● **Required work**:
Which lines of the entries below run from the one holding "65 363 0 306Z" to the one holding "M69 401 153 442 139 472 54 432Z", inclusive? Set down exactly those lines and no others.

START Task input

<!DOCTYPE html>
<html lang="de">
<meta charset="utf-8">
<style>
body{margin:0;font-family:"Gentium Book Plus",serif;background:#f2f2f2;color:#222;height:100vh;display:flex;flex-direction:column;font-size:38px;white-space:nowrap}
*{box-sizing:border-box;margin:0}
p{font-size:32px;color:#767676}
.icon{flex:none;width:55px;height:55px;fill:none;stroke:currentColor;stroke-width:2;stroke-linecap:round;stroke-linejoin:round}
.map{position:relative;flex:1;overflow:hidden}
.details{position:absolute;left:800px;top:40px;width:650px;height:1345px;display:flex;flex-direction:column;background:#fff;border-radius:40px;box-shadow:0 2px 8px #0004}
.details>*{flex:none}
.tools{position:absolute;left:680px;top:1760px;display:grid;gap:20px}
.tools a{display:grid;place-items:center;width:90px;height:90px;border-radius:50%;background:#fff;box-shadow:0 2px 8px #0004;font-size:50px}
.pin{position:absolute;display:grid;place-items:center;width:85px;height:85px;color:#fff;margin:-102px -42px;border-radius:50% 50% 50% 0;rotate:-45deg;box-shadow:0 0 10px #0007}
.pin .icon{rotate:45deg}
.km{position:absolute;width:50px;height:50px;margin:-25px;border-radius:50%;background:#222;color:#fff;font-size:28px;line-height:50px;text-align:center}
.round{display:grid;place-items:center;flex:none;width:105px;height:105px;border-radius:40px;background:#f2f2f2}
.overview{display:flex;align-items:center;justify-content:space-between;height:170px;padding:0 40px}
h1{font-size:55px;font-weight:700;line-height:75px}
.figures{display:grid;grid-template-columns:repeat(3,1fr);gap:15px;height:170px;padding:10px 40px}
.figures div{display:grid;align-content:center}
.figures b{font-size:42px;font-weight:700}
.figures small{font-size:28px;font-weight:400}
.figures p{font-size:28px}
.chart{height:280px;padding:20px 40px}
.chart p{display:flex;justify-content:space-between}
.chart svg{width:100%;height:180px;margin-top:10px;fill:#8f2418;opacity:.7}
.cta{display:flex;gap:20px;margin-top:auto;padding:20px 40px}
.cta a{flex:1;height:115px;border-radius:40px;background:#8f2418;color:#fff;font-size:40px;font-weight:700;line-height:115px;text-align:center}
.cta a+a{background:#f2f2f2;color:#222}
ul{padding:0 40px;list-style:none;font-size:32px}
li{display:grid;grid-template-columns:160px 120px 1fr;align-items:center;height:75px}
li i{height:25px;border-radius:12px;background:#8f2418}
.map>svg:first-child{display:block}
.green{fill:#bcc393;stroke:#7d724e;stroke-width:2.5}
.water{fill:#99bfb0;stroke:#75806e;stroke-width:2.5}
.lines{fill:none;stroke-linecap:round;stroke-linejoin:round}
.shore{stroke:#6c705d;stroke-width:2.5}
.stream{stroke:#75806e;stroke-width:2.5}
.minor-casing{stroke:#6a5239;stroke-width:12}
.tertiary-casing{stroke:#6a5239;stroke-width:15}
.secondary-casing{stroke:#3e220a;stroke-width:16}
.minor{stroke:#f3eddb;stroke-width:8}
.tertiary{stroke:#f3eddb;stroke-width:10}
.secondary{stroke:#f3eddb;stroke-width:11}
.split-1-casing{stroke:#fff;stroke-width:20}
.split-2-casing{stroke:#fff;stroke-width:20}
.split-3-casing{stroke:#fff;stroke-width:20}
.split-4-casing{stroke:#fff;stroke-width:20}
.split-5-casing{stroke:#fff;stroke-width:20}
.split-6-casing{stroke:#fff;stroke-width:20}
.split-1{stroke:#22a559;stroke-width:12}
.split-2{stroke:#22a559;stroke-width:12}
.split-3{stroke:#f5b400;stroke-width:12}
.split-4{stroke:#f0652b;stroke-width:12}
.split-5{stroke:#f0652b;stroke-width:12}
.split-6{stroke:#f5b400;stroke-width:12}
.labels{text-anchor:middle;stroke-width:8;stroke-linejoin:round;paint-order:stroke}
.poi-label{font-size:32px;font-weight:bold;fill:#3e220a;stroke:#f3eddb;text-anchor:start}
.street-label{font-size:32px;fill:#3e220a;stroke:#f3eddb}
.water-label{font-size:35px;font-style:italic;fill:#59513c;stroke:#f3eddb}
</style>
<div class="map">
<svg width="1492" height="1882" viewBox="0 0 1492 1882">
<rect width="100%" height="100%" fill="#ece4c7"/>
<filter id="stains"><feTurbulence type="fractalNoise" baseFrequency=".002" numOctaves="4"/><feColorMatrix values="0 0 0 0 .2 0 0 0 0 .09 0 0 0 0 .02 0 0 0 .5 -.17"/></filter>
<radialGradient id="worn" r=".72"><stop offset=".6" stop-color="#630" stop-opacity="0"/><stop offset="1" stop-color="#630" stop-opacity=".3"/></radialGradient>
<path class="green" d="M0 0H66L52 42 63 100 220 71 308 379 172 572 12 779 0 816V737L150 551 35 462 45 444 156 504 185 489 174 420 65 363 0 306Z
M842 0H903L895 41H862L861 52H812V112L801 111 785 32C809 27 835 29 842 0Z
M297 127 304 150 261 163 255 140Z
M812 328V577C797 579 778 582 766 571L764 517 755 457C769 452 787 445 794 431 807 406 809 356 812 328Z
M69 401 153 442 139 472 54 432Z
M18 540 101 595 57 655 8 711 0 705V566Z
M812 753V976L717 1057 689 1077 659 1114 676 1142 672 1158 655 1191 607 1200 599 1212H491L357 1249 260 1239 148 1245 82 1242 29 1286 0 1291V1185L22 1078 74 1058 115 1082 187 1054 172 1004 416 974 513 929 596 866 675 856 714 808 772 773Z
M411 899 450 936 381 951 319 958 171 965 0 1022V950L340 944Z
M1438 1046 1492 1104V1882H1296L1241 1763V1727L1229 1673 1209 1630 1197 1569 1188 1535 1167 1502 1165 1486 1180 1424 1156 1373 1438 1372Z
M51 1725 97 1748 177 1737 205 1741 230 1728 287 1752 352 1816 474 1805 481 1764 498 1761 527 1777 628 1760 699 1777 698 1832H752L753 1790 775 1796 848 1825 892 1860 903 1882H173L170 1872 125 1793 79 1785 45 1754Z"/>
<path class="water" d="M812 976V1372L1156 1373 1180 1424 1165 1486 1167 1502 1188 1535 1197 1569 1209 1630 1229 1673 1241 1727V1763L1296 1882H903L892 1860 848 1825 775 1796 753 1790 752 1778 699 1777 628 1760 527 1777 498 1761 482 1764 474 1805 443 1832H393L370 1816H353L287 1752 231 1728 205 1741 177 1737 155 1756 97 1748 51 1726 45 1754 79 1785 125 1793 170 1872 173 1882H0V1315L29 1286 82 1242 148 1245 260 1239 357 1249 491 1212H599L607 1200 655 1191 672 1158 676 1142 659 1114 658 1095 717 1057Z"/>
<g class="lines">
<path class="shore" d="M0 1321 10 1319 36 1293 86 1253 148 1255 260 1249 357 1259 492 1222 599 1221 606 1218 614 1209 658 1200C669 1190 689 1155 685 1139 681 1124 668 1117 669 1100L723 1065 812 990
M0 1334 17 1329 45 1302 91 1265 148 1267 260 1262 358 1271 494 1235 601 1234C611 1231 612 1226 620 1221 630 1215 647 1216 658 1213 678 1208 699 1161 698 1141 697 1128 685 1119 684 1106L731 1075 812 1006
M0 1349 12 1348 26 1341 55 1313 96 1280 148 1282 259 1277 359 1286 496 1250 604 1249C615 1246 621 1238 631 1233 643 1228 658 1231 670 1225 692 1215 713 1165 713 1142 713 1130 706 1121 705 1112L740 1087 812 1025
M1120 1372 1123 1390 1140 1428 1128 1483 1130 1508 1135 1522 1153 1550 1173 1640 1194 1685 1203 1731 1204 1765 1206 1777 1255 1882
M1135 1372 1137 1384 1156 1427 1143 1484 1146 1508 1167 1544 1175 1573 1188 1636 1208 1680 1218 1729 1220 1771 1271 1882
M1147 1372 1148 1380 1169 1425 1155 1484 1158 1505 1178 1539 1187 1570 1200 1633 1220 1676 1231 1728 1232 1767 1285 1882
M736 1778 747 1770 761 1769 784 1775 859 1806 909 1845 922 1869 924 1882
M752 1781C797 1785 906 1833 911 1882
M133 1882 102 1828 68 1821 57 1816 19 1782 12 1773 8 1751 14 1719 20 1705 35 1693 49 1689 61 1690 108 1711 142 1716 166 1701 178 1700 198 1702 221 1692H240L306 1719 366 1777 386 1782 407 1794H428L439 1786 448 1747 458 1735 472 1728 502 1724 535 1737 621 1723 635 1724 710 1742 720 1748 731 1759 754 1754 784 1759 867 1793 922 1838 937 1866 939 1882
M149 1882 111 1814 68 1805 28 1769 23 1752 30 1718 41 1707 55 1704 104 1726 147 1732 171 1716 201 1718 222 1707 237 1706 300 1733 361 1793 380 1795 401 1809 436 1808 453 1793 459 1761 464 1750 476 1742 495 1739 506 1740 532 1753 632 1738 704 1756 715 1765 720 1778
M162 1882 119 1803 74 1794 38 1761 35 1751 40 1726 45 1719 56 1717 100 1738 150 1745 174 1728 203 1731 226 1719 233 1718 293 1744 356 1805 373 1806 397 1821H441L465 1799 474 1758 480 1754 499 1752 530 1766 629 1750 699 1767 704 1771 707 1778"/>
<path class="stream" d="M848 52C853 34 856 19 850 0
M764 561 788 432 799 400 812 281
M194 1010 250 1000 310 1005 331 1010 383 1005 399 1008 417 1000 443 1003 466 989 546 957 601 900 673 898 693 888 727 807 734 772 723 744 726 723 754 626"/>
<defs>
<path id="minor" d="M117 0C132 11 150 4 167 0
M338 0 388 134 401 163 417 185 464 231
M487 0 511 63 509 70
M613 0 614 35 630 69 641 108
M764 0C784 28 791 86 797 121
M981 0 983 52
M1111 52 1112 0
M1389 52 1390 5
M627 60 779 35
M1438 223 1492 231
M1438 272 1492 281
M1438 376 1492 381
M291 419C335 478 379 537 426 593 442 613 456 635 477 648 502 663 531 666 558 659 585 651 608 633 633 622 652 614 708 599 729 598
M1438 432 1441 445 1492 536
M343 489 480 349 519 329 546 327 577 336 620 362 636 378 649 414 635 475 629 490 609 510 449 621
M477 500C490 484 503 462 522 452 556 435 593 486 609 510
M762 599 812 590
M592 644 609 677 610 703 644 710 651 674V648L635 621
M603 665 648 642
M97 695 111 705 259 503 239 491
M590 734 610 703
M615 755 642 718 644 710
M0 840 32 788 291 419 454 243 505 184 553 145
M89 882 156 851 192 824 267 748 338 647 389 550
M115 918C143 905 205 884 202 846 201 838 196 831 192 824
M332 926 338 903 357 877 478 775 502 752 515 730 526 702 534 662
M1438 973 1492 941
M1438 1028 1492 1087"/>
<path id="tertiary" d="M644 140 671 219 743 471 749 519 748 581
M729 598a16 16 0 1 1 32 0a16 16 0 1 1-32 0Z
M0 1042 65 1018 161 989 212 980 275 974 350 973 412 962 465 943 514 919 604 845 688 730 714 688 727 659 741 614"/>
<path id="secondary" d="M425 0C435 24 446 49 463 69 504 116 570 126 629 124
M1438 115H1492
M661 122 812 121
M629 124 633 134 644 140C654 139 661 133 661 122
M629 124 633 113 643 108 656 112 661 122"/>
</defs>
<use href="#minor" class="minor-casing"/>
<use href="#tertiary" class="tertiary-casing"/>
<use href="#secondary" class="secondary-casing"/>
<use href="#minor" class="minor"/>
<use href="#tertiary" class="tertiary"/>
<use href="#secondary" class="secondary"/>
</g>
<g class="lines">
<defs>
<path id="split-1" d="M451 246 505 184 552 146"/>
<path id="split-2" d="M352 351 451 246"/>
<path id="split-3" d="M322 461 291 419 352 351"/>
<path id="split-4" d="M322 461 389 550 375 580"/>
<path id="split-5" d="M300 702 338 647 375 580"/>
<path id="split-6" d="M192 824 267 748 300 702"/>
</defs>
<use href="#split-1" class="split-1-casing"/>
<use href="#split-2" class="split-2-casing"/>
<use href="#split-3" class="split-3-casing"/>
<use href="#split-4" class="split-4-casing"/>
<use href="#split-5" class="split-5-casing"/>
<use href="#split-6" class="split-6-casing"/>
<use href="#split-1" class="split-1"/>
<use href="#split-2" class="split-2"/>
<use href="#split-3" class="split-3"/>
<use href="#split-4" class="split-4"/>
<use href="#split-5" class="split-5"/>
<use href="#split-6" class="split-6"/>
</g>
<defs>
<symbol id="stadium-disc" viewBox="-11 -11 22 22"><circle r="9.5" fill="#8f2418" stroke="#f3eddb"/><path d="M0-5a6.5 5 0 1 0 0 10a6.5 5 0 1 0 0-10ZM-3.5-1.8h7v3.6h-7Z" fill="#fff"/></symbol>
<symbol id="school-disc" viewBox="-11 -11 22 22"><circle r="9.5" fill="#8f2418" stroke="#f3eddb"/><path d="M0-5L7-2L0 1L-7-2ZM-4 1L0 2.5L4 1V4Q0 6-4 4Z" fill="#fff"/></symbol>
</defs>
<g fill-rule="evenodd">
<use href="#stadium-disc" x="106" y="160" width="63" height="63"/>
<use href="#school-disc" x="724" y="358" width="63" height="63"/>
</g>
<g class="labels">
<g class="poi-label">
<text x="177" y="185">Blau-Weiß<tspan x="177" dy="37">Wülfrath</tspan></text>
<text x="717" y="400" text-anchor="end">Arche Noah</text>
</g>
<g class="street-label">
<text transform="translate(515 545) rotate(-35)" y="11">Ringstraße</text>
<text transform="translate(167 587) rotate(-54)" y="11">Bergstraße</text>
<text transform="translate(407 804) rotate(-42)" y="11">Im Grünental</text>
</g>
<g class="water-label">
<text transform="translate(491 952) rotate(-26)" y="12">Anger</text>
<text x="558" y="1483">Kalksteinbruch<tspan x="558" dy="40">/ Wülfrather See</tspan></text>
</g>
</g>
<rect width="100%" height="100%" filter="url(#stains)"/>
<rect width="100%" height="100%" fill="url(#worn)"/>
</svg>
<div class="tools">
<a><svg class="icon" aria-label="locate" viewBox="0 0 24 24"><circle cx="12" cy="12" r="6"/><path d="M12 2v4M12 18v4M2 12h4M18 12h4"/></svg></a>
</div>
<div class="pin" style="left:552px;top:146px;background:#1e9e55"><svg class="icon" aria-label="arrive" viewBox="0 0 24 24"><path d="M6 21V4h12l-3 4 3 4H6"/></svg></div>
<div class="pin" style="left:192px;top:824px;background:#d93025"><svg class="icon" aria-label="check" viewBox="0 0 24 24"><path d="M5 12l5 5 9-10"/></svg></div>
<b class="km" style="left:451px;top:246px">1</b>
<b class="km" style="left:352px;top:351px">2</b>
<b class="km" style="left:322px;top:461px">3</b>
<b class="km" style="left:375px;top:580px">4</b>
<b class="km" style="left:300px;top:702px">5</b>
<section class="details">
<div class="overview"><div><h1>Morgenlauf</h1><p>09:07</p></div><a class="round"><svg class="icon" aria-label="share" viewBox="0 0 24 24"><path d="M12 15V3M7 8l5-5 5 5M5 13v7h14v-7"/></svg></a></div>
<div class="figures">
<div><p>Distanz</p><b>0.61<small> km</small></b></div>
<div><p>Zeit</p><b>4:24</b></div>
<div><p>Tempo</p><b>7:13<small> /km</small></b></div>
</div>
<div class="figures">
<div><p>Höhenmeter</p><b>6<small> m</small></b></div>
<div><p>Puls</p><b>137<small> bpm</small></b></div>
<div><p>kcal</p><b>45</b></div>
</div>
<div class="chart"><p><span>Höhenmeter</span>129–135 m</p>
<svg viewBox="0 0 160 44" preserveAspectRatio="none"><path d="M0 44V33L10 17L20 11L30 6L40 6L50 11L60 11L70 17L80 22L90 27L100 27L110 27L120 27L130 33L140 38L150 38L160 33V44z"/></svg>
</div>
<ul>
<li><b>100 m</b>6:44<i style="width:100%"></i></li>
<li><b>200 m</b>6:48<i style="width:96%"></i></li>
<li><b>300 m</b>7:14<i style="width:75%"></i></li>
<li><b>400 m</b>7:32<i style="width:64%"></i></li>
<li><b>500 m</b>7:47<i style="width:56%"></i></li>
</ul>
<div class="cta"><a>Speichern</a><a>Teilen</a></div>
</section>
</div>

END Task input

● **Problem solution**:
<path class="green" d="M0 0H66L52 42 63 100 220 71 308 379 172 572 12 779 0 816V737L150 551 35 462 45 444 156 504 185 489 174 420 65 363 0 306Z
M842 0H903L895 41H862L861 52H812V112L801 111 785 32C809 27 835 29 842 0Z
M297 127 304 150 261 163 255 140Z
M812 328V577C797 579 778 582 766 571L764 517 755 457C769 452 787 445 794 431 807 406 809 356 812 328Z
M69 401 153 442 139 472 54 432Z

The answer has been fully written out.